◆ **What you have to do**: What is needed is a faithful copy of all the records.

◆ **Given entries**:
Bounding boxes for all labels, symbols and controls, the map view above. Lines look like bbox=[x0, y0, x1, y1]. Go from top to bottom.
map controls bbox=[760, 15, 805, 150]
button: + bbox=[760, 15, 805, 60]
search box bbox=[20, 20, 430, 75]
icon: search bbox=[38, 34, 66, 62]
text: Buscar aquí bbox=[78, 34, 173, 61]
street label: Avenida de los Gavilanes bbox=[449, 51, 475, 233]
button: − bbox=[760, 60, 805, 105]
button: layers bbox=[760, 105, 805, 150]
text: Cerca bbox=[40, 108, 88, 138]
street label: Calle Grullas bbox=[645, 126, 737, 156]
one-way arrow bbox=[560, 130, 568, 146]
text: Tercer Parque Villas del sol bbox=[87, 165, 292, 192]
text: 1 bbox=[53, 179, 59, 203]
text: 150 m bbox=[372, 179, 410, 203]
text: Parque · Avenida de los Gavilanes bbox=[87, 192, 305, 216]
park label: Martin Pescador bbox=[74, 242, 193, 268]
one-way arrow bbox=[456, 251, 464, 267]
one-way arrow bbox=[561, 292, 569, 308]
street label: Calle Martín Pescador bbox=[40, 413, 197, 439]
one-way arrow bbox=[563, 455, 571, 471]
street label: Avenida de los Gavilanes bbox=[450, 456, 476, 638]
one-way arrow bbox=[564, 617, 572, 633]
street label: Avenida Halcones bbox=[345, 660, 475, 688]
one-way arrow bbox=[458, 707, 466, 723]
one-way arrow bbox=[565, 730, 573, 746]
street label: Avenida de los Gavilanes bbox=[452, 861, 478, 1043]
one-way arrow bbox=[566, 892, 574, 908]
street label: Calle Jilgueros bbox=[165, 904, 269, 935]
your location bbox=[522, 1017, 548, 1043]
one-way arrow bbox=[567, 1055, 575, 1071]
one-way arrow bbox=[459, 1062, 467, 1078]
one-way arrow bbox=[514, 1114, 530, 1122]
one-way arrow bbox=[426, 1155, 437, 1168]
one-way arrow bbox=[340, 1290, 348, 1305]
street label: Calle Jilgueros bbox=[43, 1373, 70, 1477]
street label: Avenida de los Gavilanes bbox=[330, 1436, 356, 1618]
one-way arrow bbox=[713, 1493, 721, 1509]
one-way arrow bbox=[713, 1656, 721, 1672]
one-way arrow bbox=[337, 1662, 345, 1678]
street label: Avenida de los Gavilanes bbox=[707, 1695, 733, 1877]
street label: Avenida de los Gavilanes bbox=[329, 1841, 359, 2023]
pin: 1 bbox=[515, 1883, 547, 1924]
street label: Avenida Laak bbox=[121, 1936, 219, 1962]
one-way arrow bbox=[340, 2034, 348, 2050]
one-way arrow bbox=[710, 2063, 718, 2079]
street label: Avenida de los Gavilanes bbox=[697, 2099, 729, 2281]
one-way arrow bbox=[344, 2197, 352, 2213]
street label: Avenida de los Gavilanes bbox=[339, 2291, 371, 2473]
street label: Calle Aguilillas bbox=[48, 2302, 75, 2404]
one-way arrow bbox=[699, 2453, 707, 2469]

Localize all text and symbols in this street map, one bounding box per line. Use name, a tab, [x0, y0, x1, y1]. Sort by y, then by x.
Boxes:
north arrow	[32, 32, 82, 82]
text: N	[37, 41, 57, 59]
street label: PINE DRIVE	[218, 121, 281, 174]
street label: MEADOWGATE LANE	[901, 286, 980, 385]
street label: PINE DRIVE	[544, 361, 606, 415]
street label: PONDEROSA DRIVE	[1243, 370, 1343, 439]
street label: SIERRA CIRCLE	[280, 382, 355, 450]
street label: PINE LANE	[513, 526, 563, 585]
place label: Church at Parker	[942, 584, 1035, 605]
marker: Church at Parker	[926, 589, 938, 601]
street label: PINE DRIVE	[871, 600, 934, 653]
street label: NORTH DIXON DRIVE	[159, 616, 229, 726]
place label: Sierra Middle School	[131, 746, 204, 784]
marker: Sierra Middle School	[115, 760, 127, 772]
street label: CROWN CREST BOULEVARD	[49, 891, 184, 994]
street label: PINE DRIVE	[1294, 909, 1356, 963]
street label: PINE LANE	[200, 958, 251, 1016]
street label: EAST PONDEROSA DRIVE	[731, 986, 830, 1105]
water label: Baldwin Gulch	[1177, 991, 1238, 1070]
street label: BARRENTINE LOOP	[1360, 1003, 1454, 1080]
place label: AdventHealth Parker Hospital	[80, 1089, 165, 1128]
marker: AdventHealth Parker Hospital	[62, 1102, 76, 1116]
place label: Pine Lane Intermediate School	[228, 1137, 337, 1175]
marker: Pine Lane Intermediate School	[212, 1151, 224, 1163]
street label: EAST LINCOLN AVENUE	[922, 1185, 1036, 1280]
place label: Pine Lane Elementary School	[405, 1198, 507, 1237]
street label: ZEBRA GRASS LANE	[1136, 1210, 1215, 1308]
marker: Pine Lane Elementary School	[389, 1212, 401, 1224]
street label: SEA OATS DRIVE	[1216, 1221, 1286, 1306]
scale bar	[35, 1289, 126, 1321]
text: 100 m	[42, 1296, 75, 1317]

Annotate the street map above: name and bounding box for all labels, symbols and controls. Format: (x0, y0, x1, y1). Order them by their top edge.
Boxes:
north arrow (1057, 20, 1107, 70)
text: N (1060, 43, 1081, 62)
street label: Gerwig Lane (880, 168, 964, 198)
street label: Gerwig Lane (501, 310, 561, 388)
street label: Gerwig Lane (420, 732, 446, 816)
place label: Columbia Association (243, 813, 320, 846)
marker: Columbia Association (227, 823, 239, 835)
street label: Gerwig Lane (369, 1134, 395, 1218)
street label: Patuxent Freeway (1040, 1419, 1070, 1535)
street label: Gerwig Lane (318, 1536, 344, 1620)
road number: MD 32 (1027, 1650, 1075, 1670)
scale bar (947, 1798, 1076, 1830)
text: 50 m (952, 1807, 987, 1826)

◆ **Response area**:
Bounding boxes for all labels, symbols and controls, the map view above. Lines look like bbox=[x0, y0, x1, y1]. Go from top to bottom.
map controls bbox=[760, 15, 805, 150]
button: + bbox=[760, 15, 805, 60]
search box bbox=[20, 20, 430, 75]
icon: search bbox=[38, 34, 66, 62]
text: Buscar aquí bbox=[78, 34, 173, 61]
street label: Avenida de los Gavilanes bbox=[449, 51, 475, 233]
button: − bbox=[760, 60, 805, 105]
button: layers bbox=[760, 105, 805, 150]
text: Cerca bbox=[40, 108, 88, 138]
street label: Calle Grullas bbox=[645, 126, 737, 156]
one-way arrow bbox=[560, 130, 568, 146]
text: Tercer Parque Villas del sol bbox=[87, 165, 292, 192]
text: 1 bbox=[53, 179, 59, 203]
text: 150 m bbox=[372, 179, 410, 203]
text: Parque · Avenida de los Gavilanes bbox=[87, 192, 305, 216]
park label: Martin Pescador bbox=[74, 242, 193, 268]
one-way arrow bbox=[456, 251, 464, 267]
one-way arrow bbox=[561, 292, 569, 308]
street label: Calle Martín Pescador bbox=[40, 413, 197, 439]
one-way arrow bbox=[563, 455, 571, 471]
street label: Avenida de los Gavilanes bbox=[450, 456, 476, 638]
one-way arrow bbox=[564, 617, 572, 633]
street label: Avenida Halcones bbox=[345, 660, 475, 688]
one-way arrow bbox=[458, 707, 466, 723]
one-way arrow bbox=[565, 730, 573, 746]
street label: Avenida de los Gavilanes bbox=[452, 861, 478, 1043]
one-way arrow bbox=[566, 892, 574, 908]
street label: Calle Jilgueros bbox=[165, 904, 269, 935]
your location bbox=[522, 1017, 548, 1043]
one-way arrow bbox=[567, 1055, 575, 1071]
one-way arrow bbox=[459, 1062, 467, 1078]
one-way arrow bbox=[514, 1114, 530, 1122]
one-way arrow bbox=[426, 1155, 437, 1168]
one-way arrow bbox=[340, 1290, 348, 1305]
street label: Calle Jilgueros bbox=[43, 1373, 70, 1477]
street label: Avenida de los Gavilanes bbox=[330, 1436, 356, 1618]
one-way arrow bbox=[713, 1493, 721, 1509]
one-way arrow bbox=[713, 1656, 721, 1672]
one-way arrow bbox=[337, 1662, 345, 1678]
street label: Avenida de los Gavilanes bbox=[707, 1695, 733, 1877]
street label: Avenida de los Gavilanes bbox=[329, 1841, 359, 2023]
pin: 1 bbox=[515, 1883, 547, 1924]
street label: Avenida Laak bbox=[121, 1936, 219, 1962]
one-way arrow bbox=[340, 2034, 348, 2050]
one-way arrow bbox=[710, 2063, 718, 2079]
street label: Avenida de los Gavilanes bbox=[697, 2099, 729, 2281]
one-way arrow bbox=[344, 2197, 352, 2213]
street label: Avenida de los Gavilanes bbox=[339, 2291, 371, 2473]
street label: Calle Aguilillas bbox=[48, 2302, 75, 2404]
one-way arrow bbox=[699, 2453, 707, 2469]

Localize all text and symbols in this street map, one bounding box per line. Use name, a tab, [x0, y0, x1, y1]. Sort by y, then by x.
Boxes:
north arrow	[32, 32, 82, 82]
text: N	[37, 41, 57, 59]
street label: PINE DRIVE	[218, 121, 281, 174]
street label: MEADOWGATE LANE	[901, 286, 980, 385]
street label: PINE DRIVE	[544, 361, 606, 415]
street label: PONDEROSA DRIVE	[1243, 370, 1343, 439]
street label: SIERRA CIRCLE	[280, 382, 355, 450]
street label: PINE LANE	[513, 526, 563, 585]
place label: Church at Parker	[942, 584, 1035, 605]
marker: Church at Parker	[926, 589, 938, 601]
street label: PINE DRIVE	[871, 600, 934, 653]
street label: NORTH DIXON DRIVE	[159, 616, 229, 726]
place label: Sierra Middle School	[131, 746, 204, 784]
marker: Sierra Middle School	[115, 760, 127, 772]
street label: CROWN CREST BOULEVARD	[49, 891, 184, 994]
street label: PINE DRIVE	[1294, 909, 1356, 963]
street label: PINE LANE	[200, 958, 251, 1016]
street label: EAST PONDEROSA DRIVE	[731, 986, 830, 1105]
water label: Baldwin Gulch	[1177, 991, 1238, 1070]
street label: BARRENTINE LOOP	[1360, 1003, 1454, 1080]
place label: AdventHealth Parker Hospital	[80, 1089, 165, 1128]
marker: AdventHealth Parker Hospital	[62, 1102, 76, 1116]
place label: Pine Lane Intermediate School	[228, 1137, 337, 1175]
marker: Pine Lane Intermediate School	[212, 1151, 224, 1163]
street label: EAST LINCOLN AVENUE	[922, 1185, 1036, 1280]
place label: Pine Lane Elementary School	[405, 1198, 507, 1237]
street label: ZEBRA GRASS LANE	[1136, 1210, 1215, 1308]
marker: Pine Lane Elementary School	[389, 1212, 401, 1224]
street label: SEA OATS DRIVE	[1216, 1221, 1286, 1306]
scale bar	[35, 1289, 126, 1321]
text: 100 m	[42, 1296, 75, 1317]

Annotate the street map above: name and bounding box for all labels, symbols and controls. Format: (x0, y0, x1, y1). Order them by their top edge.
Boxes:
north arrow (1057, 20, 1107, 70)
text: N (1060, 43, 1081, 62)
street label: Gerwig Lane (880, 168, 964, 198)
street label: Gerwig Lane (501, 310, 561, 388)
street label: Gerwig Lane (420, 732, 446, 816)
place label: Columbia Association (243, 813, 320, 846)
marker: Columbia Association (227, 823, 239, 835)
street label: Gerwig Lane (369, 1134, 395, 1218)
street label: Patuxent Freeway (1040, 1419, 1070, 1535)
street label: Gerwig Lane (318, 1536, 344, 1620)
road number: MD 32 (1027, 1650, 1075, 1670)
scale bar (947, 1798, 1076, 1830)
text: 50 m (952, 1807, 987, 1826)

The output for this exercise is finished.